> Given records:
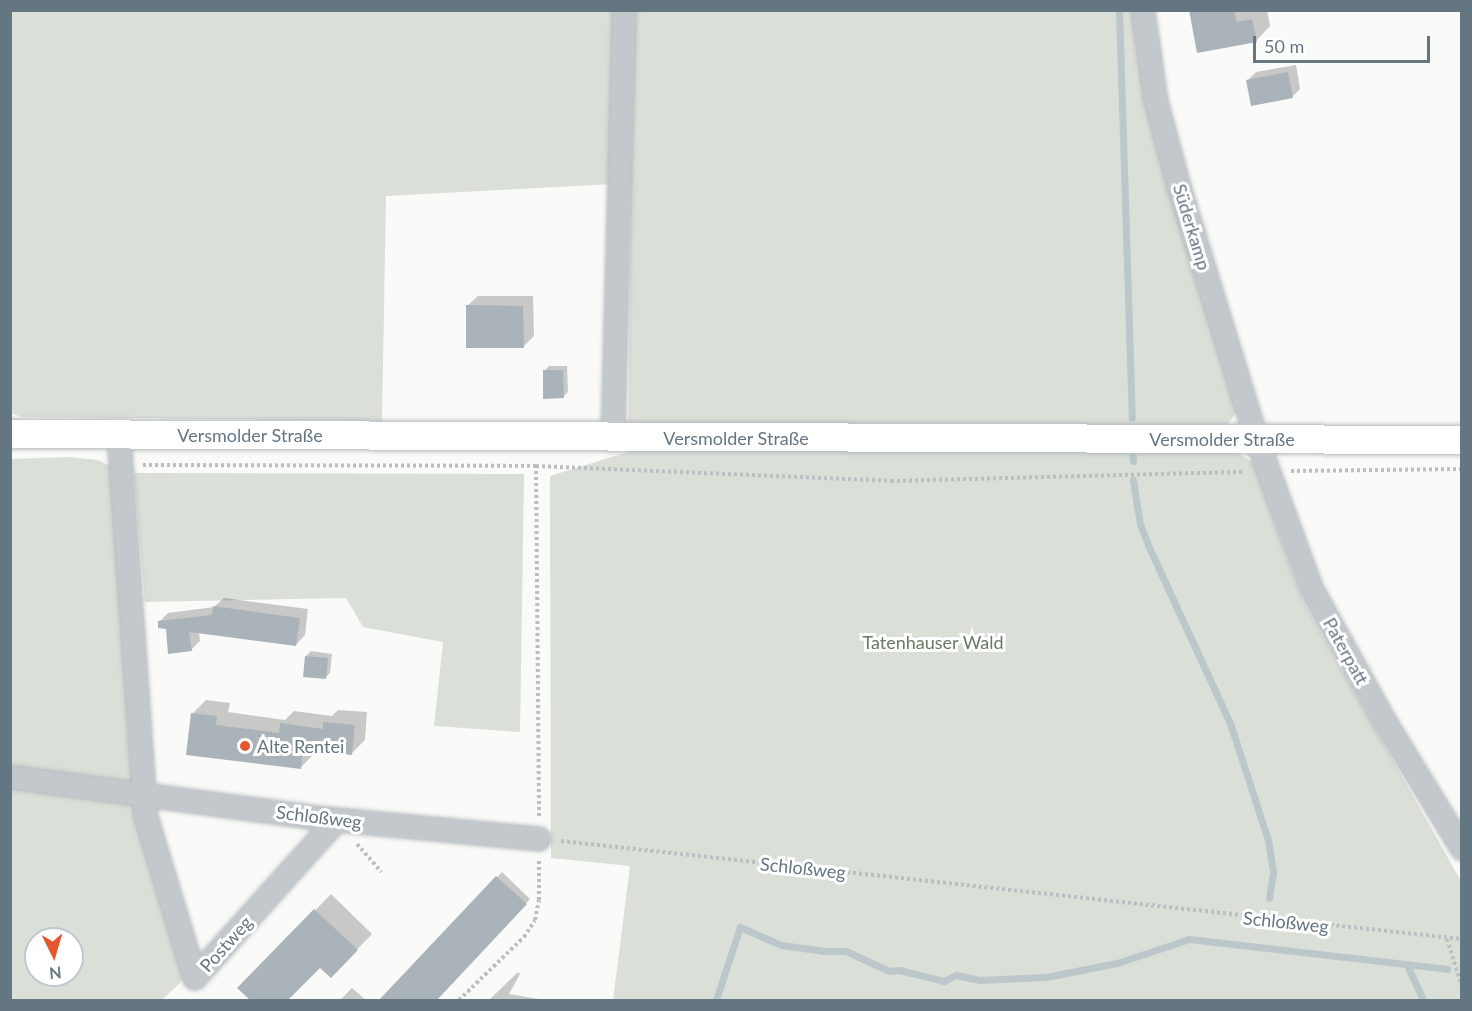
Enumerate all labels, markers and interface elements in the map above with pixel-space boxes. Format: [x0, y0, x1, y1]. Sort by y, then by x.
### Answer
scale bar [1256, 24, 1433, 62]
text: 50 m [1264, 35, 1304, 57]
street label: Süderkamp [1169, 181, 1215, 273]
street label: Versmolder Straße [177, 424, 323, 446]
street label: Versmolder Straße [663, 427, 809, 449]
street label: Versmolder Straße [1149, 428, 1295, 450]
street label: Paterpatt [1319, 614, 1373, 688]
park label: Tatenhauser Wald [862, 631, 1004, 653]
place label: Alte Rentei [257, 735, 344, 757]
marker: Alte Rentei [238, 739, 252, 753]
street label: Schloßweg [275, 801, 363, 833]
street label: Schloßweg [759, 853, 847, 883]
street label: Schloßweg [1242, 907, 1330, 937]
street label: Postweg [195, 912, 257, 976]
north arrow [24, 927, 84, 987]
text: N [48, 963, 62, 983]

> Exercise goal: Keep the pictures out and print all the records exactly as they are.

> Solution to this problem:
Enumerate all labels, markers and interface elements in the map above with pixel-space boxes. Format: [x0, y0, x1, y1]. Sort by y, then by x.
### Answer
scale bar [1256, 24, 1433, 62]
text: 50 m [1264, 35, 1304, 57]
street label: Süderkamp [1169, 181, 1215, 273]
street label: Versmolder Straße [177, 424, 323, 446]
street label: Versmolder Straße [663, 427, 809, 449]
street label: Versmolder Straße [1149, 428, 1295, 450]
street label: Paterpatt [1319, 614, 1373, 688]
park label: Tatenhauser Wald [862, 631, 1004, 653]
place label: Alte Rentei [257, 735, 344, 757]
marker: Alte Rentei [238, 739, 252, 753]
street label: Schloßweg [275, 801, 363, 833]
street label: Schloßweg [759, 853, 847, 883]
street label: Schloßweg [1242, 907, 1330, 937]
street label: Postweg [195, 912, 257, 976]
north arrow [24, 927, 84, 987]
text: N [48, 963, 62, 983]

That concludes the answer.